O documento, assinado pelo procurador da República Vítor Vieira Alves, destaca episódios como ameaças de expulsão da escola, impedimento de falas em reuniões sob intimidação policial e declarações preconceituosas contra crianças indígenas. A diretora teria dito, por exemplo, que os alunos iriam “andar nus” por se declararem indígenas e que “deveriam procurar outro território”. O MPF também apontou omissão da Secretaria Municipal de Educação (Semed), que não apurou as denúncias nem tomou medidas para conter os abusos.

Além do afastamento e da instauração de processo disciplinar, o MPF recomendou a criação de uma comissão de igualdade racial na educação, a realização de campanha de combate ao racismo nas aldeias, uma reunião com entidades indígenas e um ato público de desagravo à comunidade Munduruku.

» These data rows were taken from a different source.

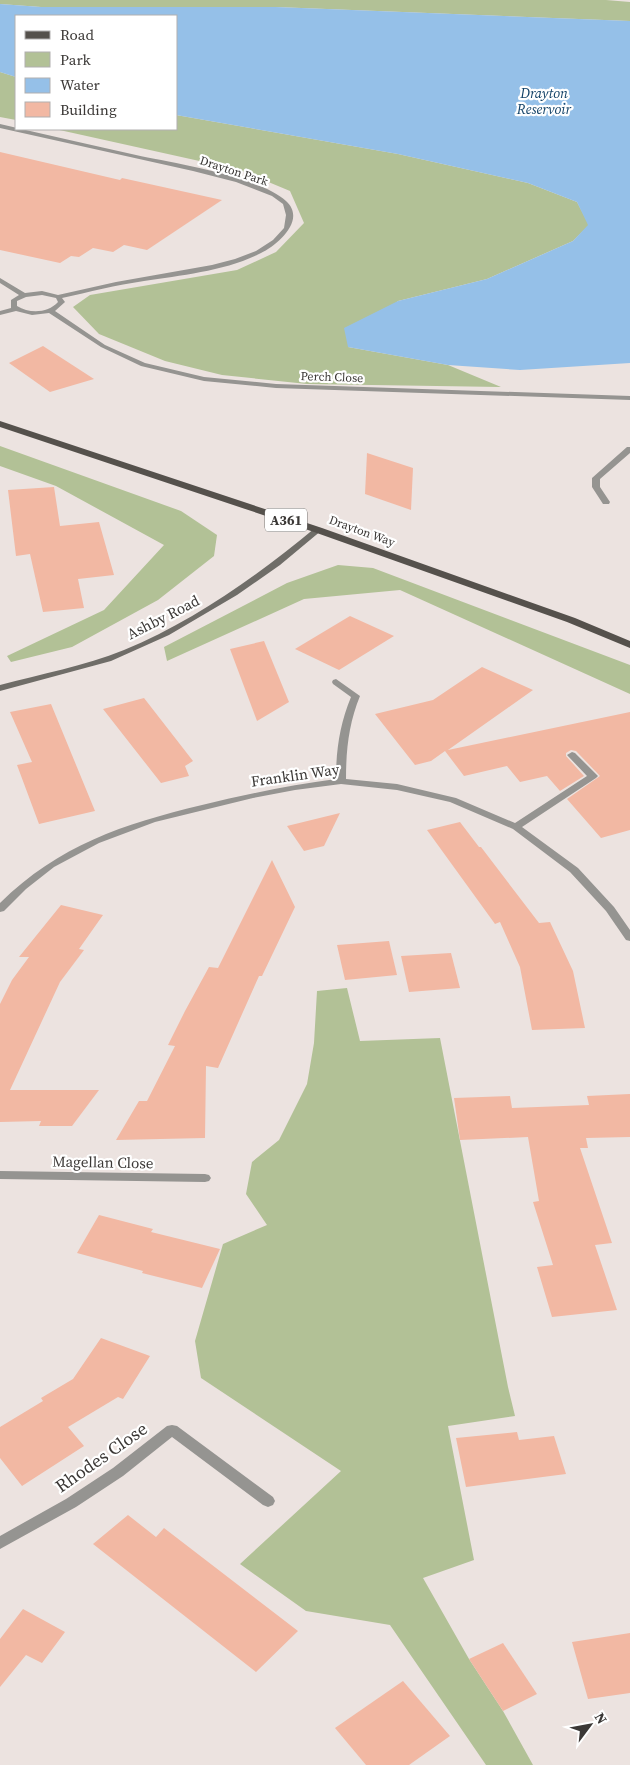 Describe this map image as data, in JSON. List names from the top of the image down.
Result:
{
  "streets": {
    "main road": ["A361", "Drayton Way"],
    "street": [
      "Drayton Park",
      "Perch Close",
      "Ashby Road",
      "Franklin Way",
      "Magellan Close",
      "Rhodes Close"
    ]
  },
  "crossings": [
    ["Drayton Way", "Ashby Road"]
  ],
  "water": ["Drayton Reservoir"],
  "legend": [
    "Road",
    "Park",
    "Water",
    "Building"
  ],
  "north": "top right"
} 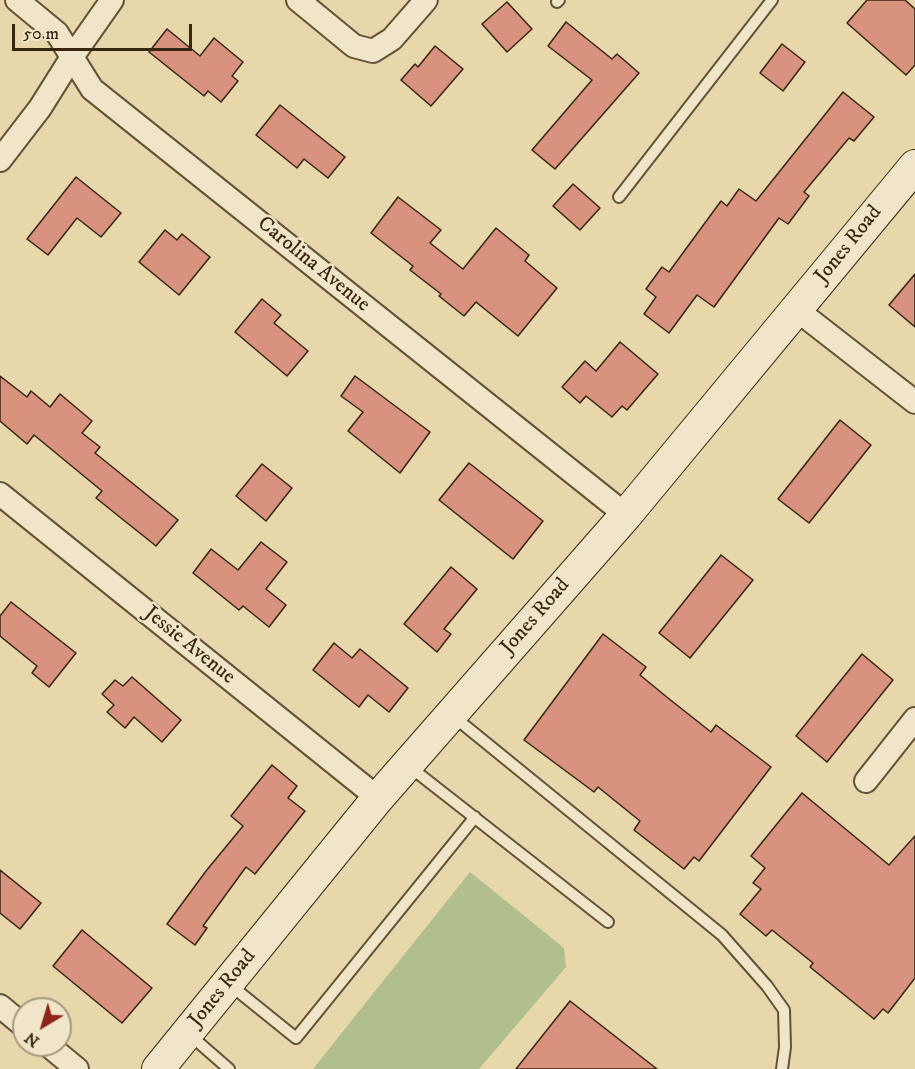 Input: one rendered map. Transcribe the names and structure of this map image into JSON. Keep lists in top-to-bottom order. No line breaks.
{"streets":{"street":["Jones Road","Carolina Avenue","Jessie Avenue"]},"crossings":[["Jones Road","Carolina Avenue"],["Jones Road","Jessie Avenue"]],"scale_bar":"50 m","north":"bottom left"} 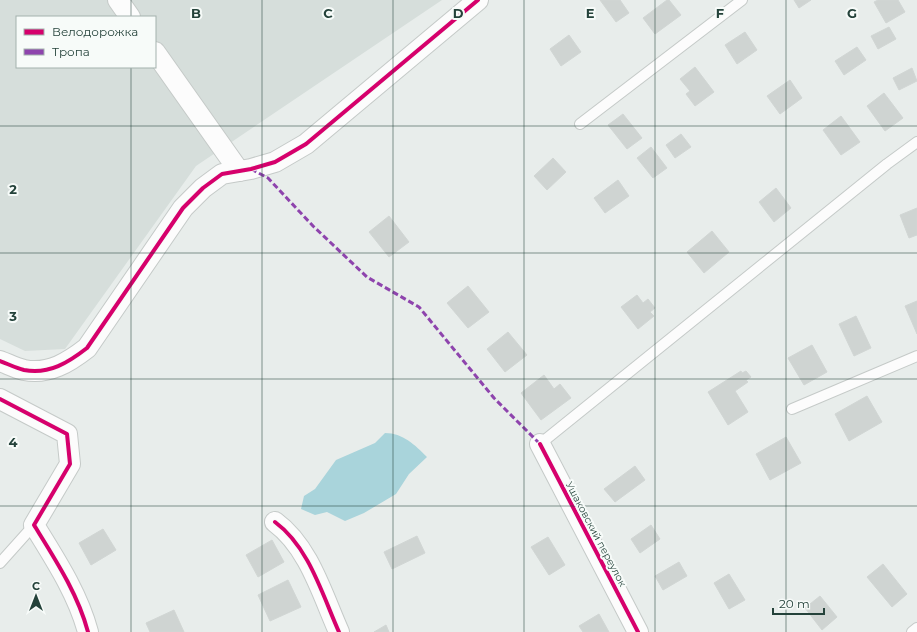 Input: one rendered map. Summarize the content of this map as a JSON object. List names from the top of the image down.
{
  "streets": {
    "street": ["Ушаковский переулок"]
  },
  "legend": ["Велодорожка", "Тропа"],
  "scale_bar": "20 m",
  "north": "top",
  "grid": {
    "columns": [
      "B",
      "C",
      "D",
      "E",
      "F",
      "G"
    ],
    "rows": ["2", "3", "4"]
  }
} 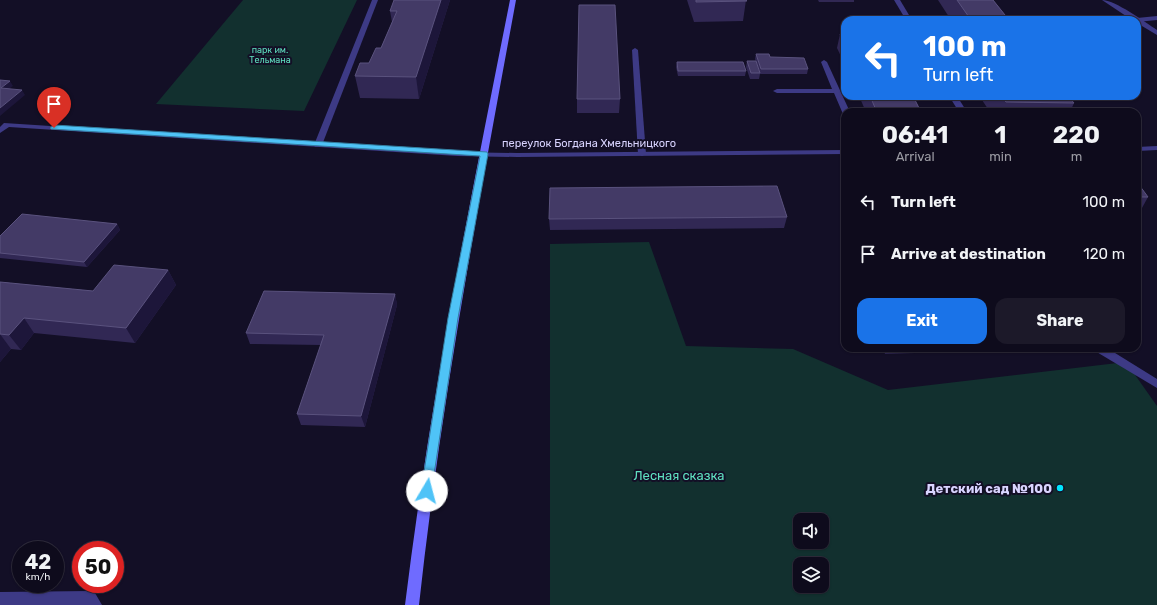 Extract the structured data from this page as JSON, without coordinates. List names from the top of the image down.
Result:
{
  "streets": {
    "street": ["переулок Богдана Хмельницкого"]
  },
  "parks": ["парк им. Тельмана", "Лесная сказка"],
  "places": ["Детский сад №100"],
  "page": {
    "turn": ["100 m", "Turn left"],
    "eta": [
      "06:41",
      "Arrival",
      "1",
      "min",
      "220",
      "m"
    ],
    "list": [
      {
        "name": "Turn left",
        "value": "100 m"
      },
      {
        "name": "Arrive at destination",
        "value": "120 m"
      }
    ],
    "buttons": ["Exit", "Share"],
    "speed": "42 km/h",
    "limit": "50"
  }
} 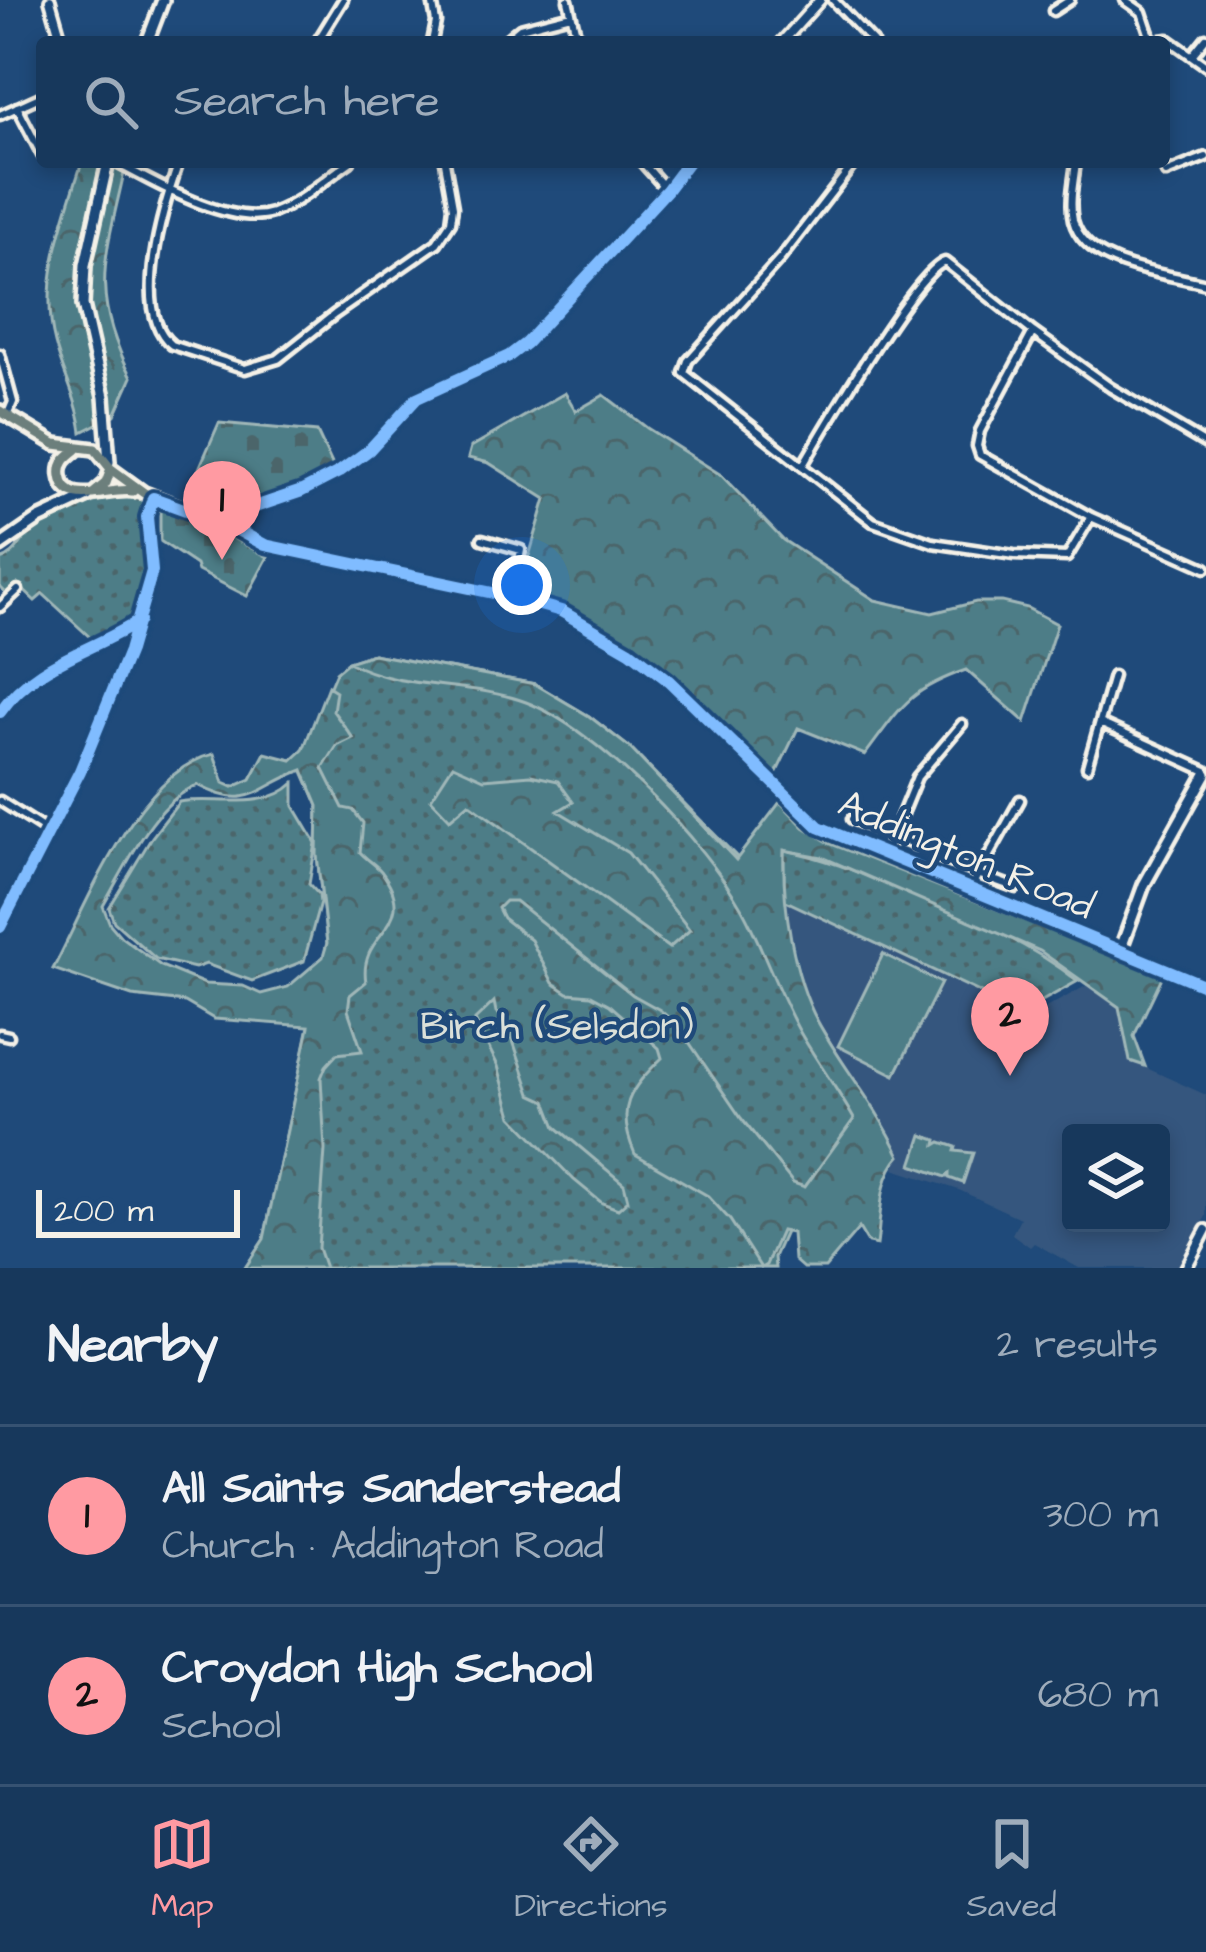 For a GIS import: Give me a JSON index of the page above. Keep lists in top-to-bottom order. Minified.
{"streets":{"main road":["Addington Road"]},"parks":["Birch (Selsdon)"],"scale_bar":"200 m","page":{"search":"Search here","pins":["1","2"],"scale":"200 m","heading":["Nearby","2 results"],"list":[{"mark":"1","name":"All Saints Sanderstead","note":"Church · Addington Road","value":"300 m"},{"mark":"2","name":"Croydon High School","note":"School","value":"680 m"}],"nav":["Map","Directions","Saved"]}}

O órgão também lembrou que a mesma gestão escolar já foi alvo de apurações por racismo institucional contra estudantes quilombolas da comunidade Patos do Ituqui.

A recomendação, instrumento extrajudicial utilizado pelo Ministério Público, busca a correção imediata de condutas ilegais por parte de agentes públicos. Embora não tenha caráter obrigatório, seu descumprimento pode resultar em ações judiciais cíveis ou penais. O MPF alertou que o racismo em ambiente escolar compromete o direito à educação em condições igualitárias e afeta gravemente a autoestima e o rendimento de crianças indígenas, violando o Estatuto da Criança e do Adolescente.